Reviving my vintage 3d shutter glasses

Many people don’t even know that there were 3d rushes before the one that’s currently fading. In a previous one, some ten years ago, I bought a very expensive ASUS graphics card with shutter glasses. It was really cool for gaming with the 21 inch CRT, but nothing compared to the graphics of today’s games. I still have the glasses, and I wondered many tmes, if I could use them with current equipment. There have been pages on that topic for a long time, but only now I found a page that has all the details to get me interested enough. It features a preload library with which you can hook into the process of switching the image. It has different color schemes as well as sequential for shutter glasses. It uses the V-Sync of the VGA connector to trigger the glasses. But VGA is not so common these days. Luckily, the preload lib is opensource. That allowed me to modify it so as to communicate to an Arduino or orher micro controller through USB FTDI.

The first step was the hardware. I never knew what voltage I have to feed the glasses. Apparently they work with 5 volts, but somewhere I read that everything up to 20 volts should be fine. The more voltage, the better they block the light. I’ll use 12V for the moment. I searched through my drawer for some Op-Amps that I could use for this project. I found a TL094 which must have been there for 15 years, and two LM393N comparators which I ordered in excess for the WeatherStation project. For the prototype I’ll use an Arduino with a proto-breadboard. I can still use something smaller later on. I tried all the op amps without success at first. Then I found out that they don’t work if I reverse the inverted and non inverted inputs of two separate units of the same chip. But that’s exactly what I have to do… Luckily I had two comparators of which I use only one unit each now. I wrote a simple Arduino Sketch that does nothing but toggling a digital output pin at 10 Hz so that it is clearly visible how the shutter glasses switch back and forth. The next sketch was one that looks for ‘l’ and ‘r’ on the serial input and toggles the shutter glasses accordingly.

Next step was modifying the stereowrap preload library to output the command to toggle the glasses to a serial port. For this I created a fork on github. I wanted to have my changes under version control during development. If the original author accepts all the changes when I’m done, I can still delete my repository again. I almost never write pure C code, and while it looks similar to C++, some concepts are quite different. We C++ programmers often whine about bad habits of C programmers, but let’s not get into this. With some arcane functions, a global variable and a hardcoded port name, it was no big deal to get the modification into the source.
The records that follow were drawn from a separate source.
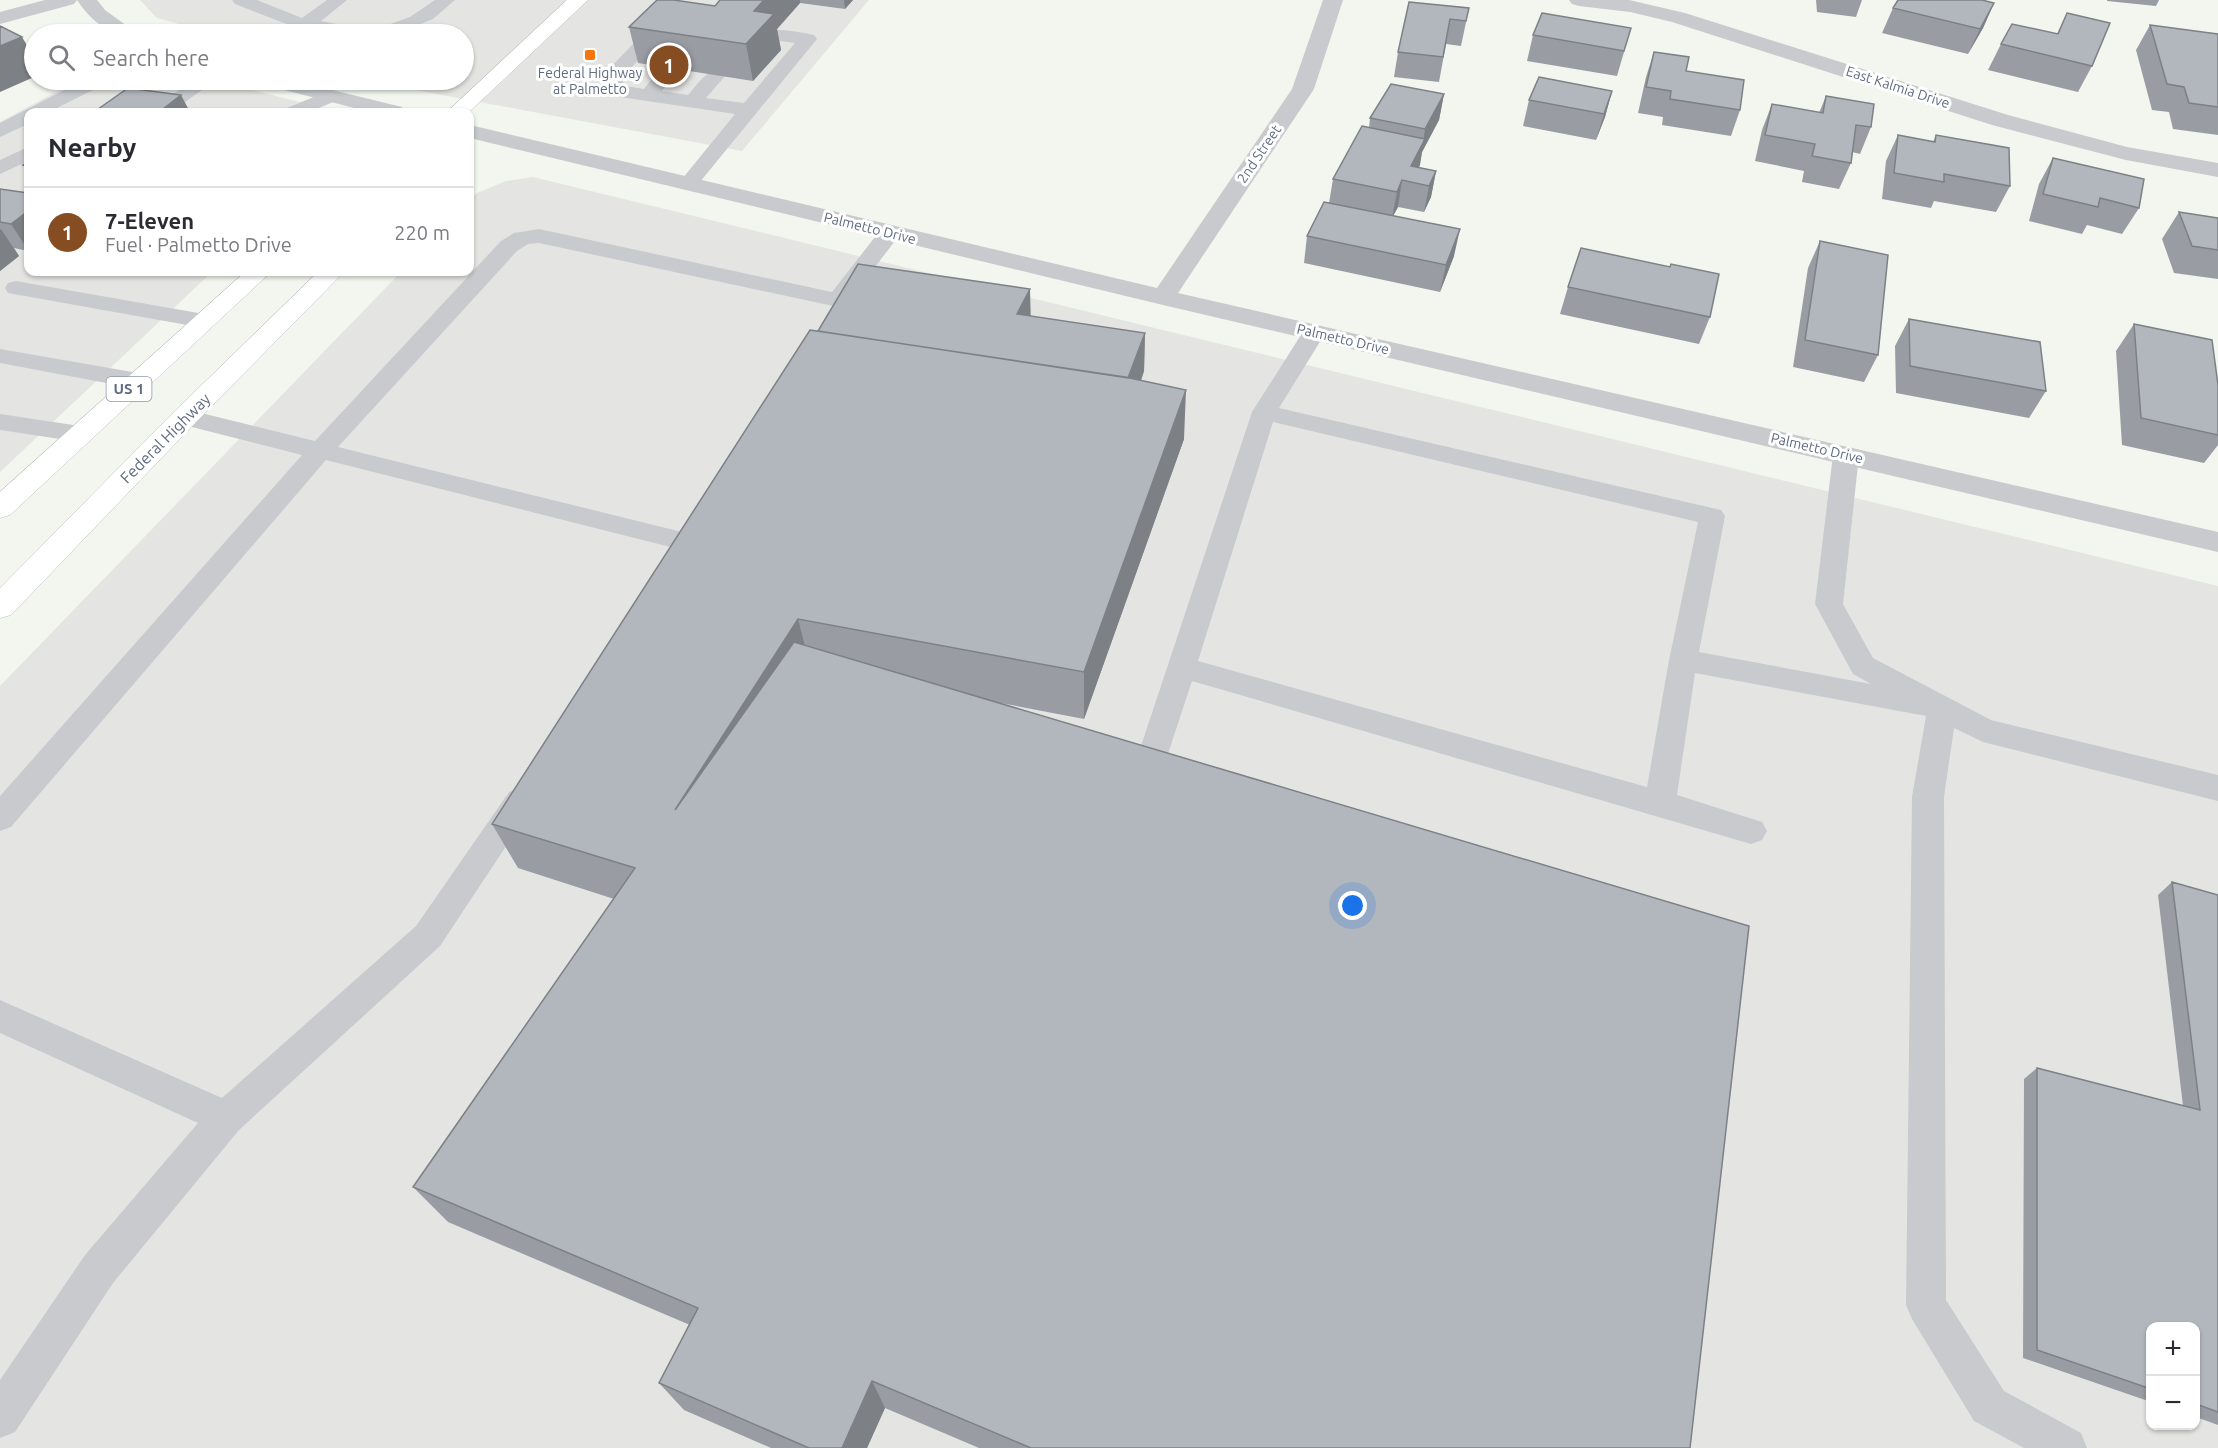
<!DOCTYPE html>
<html lang="en">
<head>
<meta charset="utf-8">
<style>
	:root { --surface:#fff; --page:#f2f2f3; --text:#2b2b33; --muted:#7c7c81; --line:#e1e1e2; --accent:#864d22 }
	body { margin:0; font-family:Ubuntu,sans-serif; background:var(--page); color:var(--text) }
	.controls { position:absolute; right:18px; bottom:18px; display:grid; overflow:hidden; border-radius:12px; box-shadow:0 2px 4px #0004 }
	.controls button { width:54px; height:54px; display:grid; place-items:center; padding:0; border:0; border-bottom:2px solid var(--line); background:var(--surface); color:var(--text); font:30px sans-serif }
	.you { position:absolute; left:1353px; top:906px; width:21px; height:21px; margin:-15px; border:4px solid #fff; border-radius:50%; background:#1a73e8; box-shadow:0 0 0 9px #1a73e833 }
	.badge { display:grid; place-items:center; width:39px; height:39px; border-radius:50%; background:var(--accent); color:#fff; font-size:20px; font-weight:700 }
	.pin { position:absolute; translate:-50% -50%; border:3px solid #fff; box-shadow:0 2px 6px #0006 }
	.list { margin:0; padding:0; list-style:none }
	h2 { display:flex; justify-content:space-between; align-items:center; height:78px; margin:0; padding:0 24px; font-size:26px }
	h2 small { font-size:20px; font-weight:400; color:var(--muted) }
	.list li { display:grid; grid-template-columns:39px 1fr auto; gap:18px; align-items:center; box-sizing:border-box; height:90px; padding:0 24px; border-top:2px solid var(--line) }
	.list b { display:block; font-size:22px; white-space:nowrap }
	.list p { margin:0; font-size:20px; white-space:nowrap; color:var(--muted) }
	.list em { font-size:20px; font-style:normal; color:var(--muted) }
	.icon { flex:none; width:33px; height:33px; fill:none; stroke:currentColor; stroke-width:2; stroke-linecap:round; stroke-linejoin:round }
	.map { position:relative; flex:none; width:2218px; height:1448px; overflow:hidden }
	.search { position:absolute; background:var(--surface); box-shadow:0 2px 4px #0004; left:24px; top:24px; width:450px; height:66px; display:flex; align-items:center; gap:15px; box-sizing:border-box; padding:0 21px; border-radius:33px; color:var(--muted); font-size:22px }
	.panel { position:absolute; background:var(--surface); box-shadow:0 2px 4px #0004; left:24px; top:108px; width:450px; height:168px; border-radius:12px }
	.map>svg:first-child { display:block }
</style>
</head>
<body>
<div class="map">
<svg width="2218" height="1448" viewBox="0 0 2218 1448">
	<rect width="100%" height="100%" fill="#f3f5ef"/>
	<path fill="#e4e5e3" fill-rule="evenodd" d="M140,0h729l-127,151 -337,-63 -30,-8h89v-46h-248l-59,-16z
		M78,80h137l122,32h-309v160h184l-212,200v-350z
		M533,177l1685,409v862h-2218v-762l401,-414h69v-72l7,-7 29,-12zM2150,1326h46v100h-46z"/>
	<g fill="none" stroke-linecap="round" stroke-linejoin="round">
		<g stroke="#babcc1" stroke-width="1">
			<path id="primary" d="M567,0h21l-119,112h-22z
				M245,272h26l-261,243 -10,3v-26z
				M318,272h26l-149,151 -184,192 -11,3v-30l175,-177z"/>
		</g>
		<path fill="#c8cace" fill-rule="evenodd" d="M232,0h25l45,18 25,-18h20l-26,21 36,7 25,-1 28,-10 25,-17h20l-22,19 -37,15h-60l-29,-3 -8,3h-22l3,-4 9,-5 -54,-21z
			M662,19l6,1 3,4 -48,53v5l3,4 18,3c9,-11 18,-28 34,-24l2,4 -18,22 26,4c10,-11 19,-28 36,-24l2,4 -20,23 38,5 51,-60 -29,-4 -3,-4 3,-4c14,-3 34,1 48,4l3,4 -122,149 -7,2 -7,-2 -3,-4 57,-70 -115,-17 -7,-2 -10,-12 3,-11 50,-52z
			M84,80h24l-3,4 -56,28h-21v12l-28,13v-14z
			M194,80h22l-42,30 -7,2 -25,-5 -11,5h-25l3,-4 31,-13 24,5z
			M331,90l7,2 3,4 -3,4 -29,12h-25l3,-4z
			M28,147v14l-28,13v-14z
			M890,227l8,1 3,5 -55,72 -8,2 -299,-64 -11,1 -11,7 -179,196 348,86 10,2 3,7 -3,7 -10,2 -360,-91 -315,367 -11,4v-35l302,-341 -126,-32 -3,-6 3,-6 9,-2 130,32 186,-200 13,-8 25,-4 293,63 50,-64z
			M16,281l188,33 8,2 4,5 -4,5 -8,2 -196,-35 -3,-5 3,-5z
			M1314,325l8,2 4,5 -47,76 442,102 4,6 -26,136 172,32 -18,-10 -38,-70 18,-149 4,-6 9,-2 9,2 4,6 -16,149 30,54 118,62 227,55v26l-235,-59 -29,-14 -10,69 2,503 58,91 77,42 6,15h-63l-50,-27 -62,-102 -6,-14 6,-508 14,-81 -231,-43 -18,122 85,27 5,9 -5,9 -11,4 -559,-163 -29,88 -11,3 -40,-9 -4,-9 4,-9 11,-3 18,4 111,-334 54,-85zM1273,422l425,100 -29,138 -22,127 -449,-126z
			M0,349l138,24 9,3 3,5 -3,5 -9,3 -138,-26z
			M0,414l80,12 9,2 4,6 -4,6 -9,2 -80,-12z
			M520,788l11,4 5,9 -96,145 -201,184 -126,153 -98,149 -15,6v-58l85,-125 113,-132 -198,-90v-33l222,98 194,-172 93,-134z"/>
		<path fill="#c8cace" fill-rule="evenodd" d="M45,0h32l-3,4 -74,20v-12z
			M77,0h20l8,10 33,24c-28,3 -45,-11 -61,-34z
			M1323,0h20l-29,89 -136,204 1040,239v20l-1055,-247 -693,-167v-13l687,163 135,-199z
			M1569,0h60l56,13 323,102 119,32 91,16v14l-92,-17 -134,-35 -320,-103 -42,-10 -51,-6 -7,-2z
			M258,80h33l111,27 3,5h-35l-109,-28z"/>
		<use href="#primary" fill="#fff" fill-rule="evenodd"/>
	</g>
	<path fill="#999da3" d="M720,0h133l-8,9 -45,-6 -23,26 4,21 -28,31 -115,-18 -9,-36 86,-21z
		M1816,0h46l-6,17 -39,-5z
		M2107,0h52l-3,6 -49,-5z
		M1994,3l-11,25 -15,26 -86,-21 11,-25z
		M1469,8l-8,38 -15,-2 -7,38 -45,-5 4,-25z
		M2067,13l25,53 -14,26 -90,-22 13,-26 56,-10z
		M2150,25l68,9v101l-45,-6 -4,-17 -17,-2 -16,-60z
		M1631,28l-14,48 -90,-15 6,-26z
		M1654,52l32,19 54,39 -9,26 -69,-11 1,-8 -25,-4 8,-36z
		M1612,91l-7,26 -9,23 -73,-14 6,-26z
		M1444,94l-5,26 -17,32 -3,16 17,3 -5,26 -7,15 -26,-5 -5,9 61,40 -14,36 -136,-29 3,-27 22,-33 4,-24 36,-51 1,-10z
		M1826,96l45,31 -11,27 -8,-2 -1,11 -12,26 -37,-7 2,-11 -49,-10 7,-31 10,-26 47,9z
		M1898,135l35,7 3,-7 74,51 -14,26 -62,-11 -3,7 -49,-9 4,-38z
		M2053,158l86,50 -17,26 -35,-9 -5,9 -53,-13 10,-37z
		M28,161v13l-5,-9z
		M0,189l28,4v58l-14,-3 5,8 -19,15z
		M2179,212l39,6v61l-44,-6 -12,-34z
		M1820,241l58,114 -14,27 -71,-15 15,-99z
		M1568,287l142,30 -11,27 -139,-30z
		M1031,316l114,17 -1,38 -3,10 43,58 -100,280 -94,-18 700,747h-711l-94,-40 -18,40h-96l-87,-38 -25,-27 31,-58 -242,-103 -35,-35 201,-288 -96,-31 -26,-44 326,-493z
		M1909,319l137,72 -17,27 -133,-25 -1,-47z
		M2134,324l84,61v60l-14,18 -82,-18 -6,-94z
		M2172,882l46,13v530l-22,-8v-91h-45v76l-128,-44 1,-279 13,-11 146,38 -25,-211z"/>
	<path fill="#7d8085" d="M764,0h36v3l-23,26 4,21 -28,31 -7,-37 8,-33z
		M844,0h9l-8,9z
		M1994,3l-11,25 -15,26 12,-25z
		M22,37l12,20v20l-34,15v-46z
		M1612,91l-7,26 -9,23 8,-26z
		M1444,94l-5,26 -17,32 -2,13 -9,17v-16l12,-23 2,-14z
		M181,95l9,17h-31z
		M1436,171l-5,26 -7,15 5,-26z
		M1402,180l-4,27 -6,11 5,-26z
		M28,211v39l-17,-26z
		M1,229l18,27 -19,15v-41z
		M1460,229l-6,27 -14,36 6,-27z
		M1030,289l1,38 -14,-13z
		M1145,333l-1,38 -19,55v-39z
		M1186,390l-2,49 -100,280v-47z
		M798,619l12,47 -135,144z
		M872,1381l13,27 -18,40h-25z"/>
	<path fill="#b2b7be" stroke="#7d8085" stroke-width="1.5" d="M657,0h17l41,6 5,-6h44l-10,11 20,3 -28,30 -117,-17z
		M1898,0h84l12,3 -14,26 -87,-21z
		M1409,2l60,6 -3,13 -16,-2 -7,38 -45,-5z
		M1542,13l89,15 -7,23 -91,-16z
		M2067,13l43,10 -18,43 -91,-22 11,-20 46,10z
		M2150,25l68,9v73l-29,-4 -5,-16 -17,-3z
		M0,26l22,11 -22,9z
		M1654,52l35,5 -3,14 58,9 -4,30 -70,-11 1,-8 -25,-4z
		M1539,77l73,14 -8,23 -75,-14z
		M1391,84l53,10 -19,35 -55,-11z
		M128,88l53,7 -22,17h-65z
		M1826,96l48,8 -3,23 -15,-2 -5,38 -39,-7 3,-12 -50,-9 7,-31 51,9z
		M1362,126l63,13 -14,27 25,5 -7,15 -27,-6 -5,12 -64,-13z
		M1898,135l37,7 1,-7 73,13 1,38 -66,-12v8l-50,-9z
		M2053,158l91,21 -5,29 -39,-10 -2,9 -55,-13z
		M28,161v5l-5,-1z
		M0,189l28,4v18l-17,13 -11,-2z
		M1324,202l136,27 -14,36 -139,-29z
		M2179,212l39,6v32l-26,-4z
		M1820,241l68,14 -10,100 -73,-15z
		M1581,248l89,19 1,-3 48,10 -9,43 -142,-30z
		M858,264l172,25 -13,25 128,19 -17,45 -310,-47z
		M1909,319l131,23 6,49 -136,-25z
		M2134,324l78,16 6,45v50l-77,-17z
		M810,330l315,47 61,13 -102,282 -286,-53 -123,191 119,-168 955,284 -59,522h-659l-159,-67 -30,67h-33l-150,-65 39,-75 -285,-121 222,-319 -143,-44z
		M2172,882l46,13v517l-22,-8v-78h-45v63l-114,-39v-282l163,42z"/>
	<rect fill="#f6760e" stroke="#fff" stroke-width="2" x="584" y="49" width="12" height="12" rx="3"/>
	<g text-anchor="middle" stroke-width="6" stroke-linejoin="round" paint-order="stroke">
		<g font-size="14" fill="#606c84" stroke="#fff">
			<text x="590" y="78">Federal Highway<tspan x="590" dy="16">at Palmetto</tspan></text>
		</g>
		<g font-size="14" fill="#606c84" stroke="#fff">
			<text transform="translate(1898 87) rotate(18)" y="5">East Kalmia Drive</text>
			<text transform="translate(1259 154) rotate(-56)" y="5">2nd Street</text>
			<text transform="translate(870 228) rotate(14)" y="5">Palmetto Drive</text>
			<text transform="translate(1343 339) rotate(13)" y="5">Palmetto Drive</text>
			<text transform="translate(1817 448) rotate(13)" y="5">Palmetto Drive</text>
		</g>
		<rect fill="#fff" stroke="#9098a9" stroke-width="1.5" x="106.5" y="377" width="45" height="24" rx="4.5"/>
		<g font-size="15" font-weight="bold" fill="#606c84">
			<text x="129" y="394">US 1</text>
		</g>
		<g font-size="16" fill="#606c84" stroke="#fff">
			<text transform="translate(165 438) rotate(-45)" y="6">Federal Highway</text>
		</g>
	</g>
</svg>
<div class="controls">
<button>+</button>
<button>−</button>
</div>
<div class="you"></div>
<div class="pin badge" style="left:669px;top:65px">1</div>
<div class="search"><svg class="icon" aria-label="search" viewBox="0 0 24 24"><circle cx="10" cy="10" r="6"/><path d="M15 15l6 6"/></svg>Search here</div>
<section class="panel">
<h2>Nearby<small></small></h2>
<ul class="list">
<li><span class="badge">1</span><div><b>7-Eleven</b><p>Fuel · Palmetto Drive</p></div><em>220 m</em></li>
</ul>
</section>
</div>
</body>
</html>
The shutter glasses flicker at about the right frequency when running glxgears, but I get no 3D effect. I don’t know yet why. Could be one of the following reasons:

  • The monitor is just too slow at 60Hz
  • Need more voltage to dim darker
  • Too much latency in the serial link or arduino

Anyhow, here are some additional things that I want to improve:

  • Use an FTDI chip directly, and either an AtTiny or no microcontroller at all, if I can abuse the RTS line.
  • Solder the circuit to a stripboard. No need for a PCB so far.
  • Use a step up voltage converter, to power the whole thing from USB. At the moment I need a separate 12V source.
  • Find out what needs to be done at the application side to produce the stereo images. Would be cool to use it with a CAD prototype.
  • See if I can add a poti to the uC to send a value back for adjusting the disparity.

3 Replies to “Reviving my vintage 3d shutter glasses”

  1. Awesome! If you iron out the kinks let me know and we’ll merge the code into stereowrap.

    Btw glxgears doesn’t produce a very impressive stereoscopic effect, and might leave you in doubt if the whole thing works or not. That’s because there is no particular depth in the scene, only two gears close together on a black background.

    If you have nothing else to test with, give this a try: svn://goat.mutantstargoat.com/nuclear/hull/fsnav
    It’s not very interesting, but it produces a very convincing stereoscopic effect, especially when zoomed up close (right mouse button drag to zoom). Start it with -s to enable stereo rendering.

    1. Thanks for the hint on fsnav.
      Within there I could look up what an application has to do to generate stereoscopic output.
      But with fsnav, one site of the shutter glasses is dimmed about 80% of the time while the other is only 20%. With glxgears it’s about 50/50. The hardware is nowhere near it’s limit. Do you have an idea what could be the reason, and how to fix it? Can I install callbacks to be called exactly when the screen is being redrawn?

      Also, I was thinking if I could add a potentiometer to adjust the disparity. I was hoping that this could be done in stereowrap, but looking through the code, it looks like it’s in fsnav/src/stereo.c.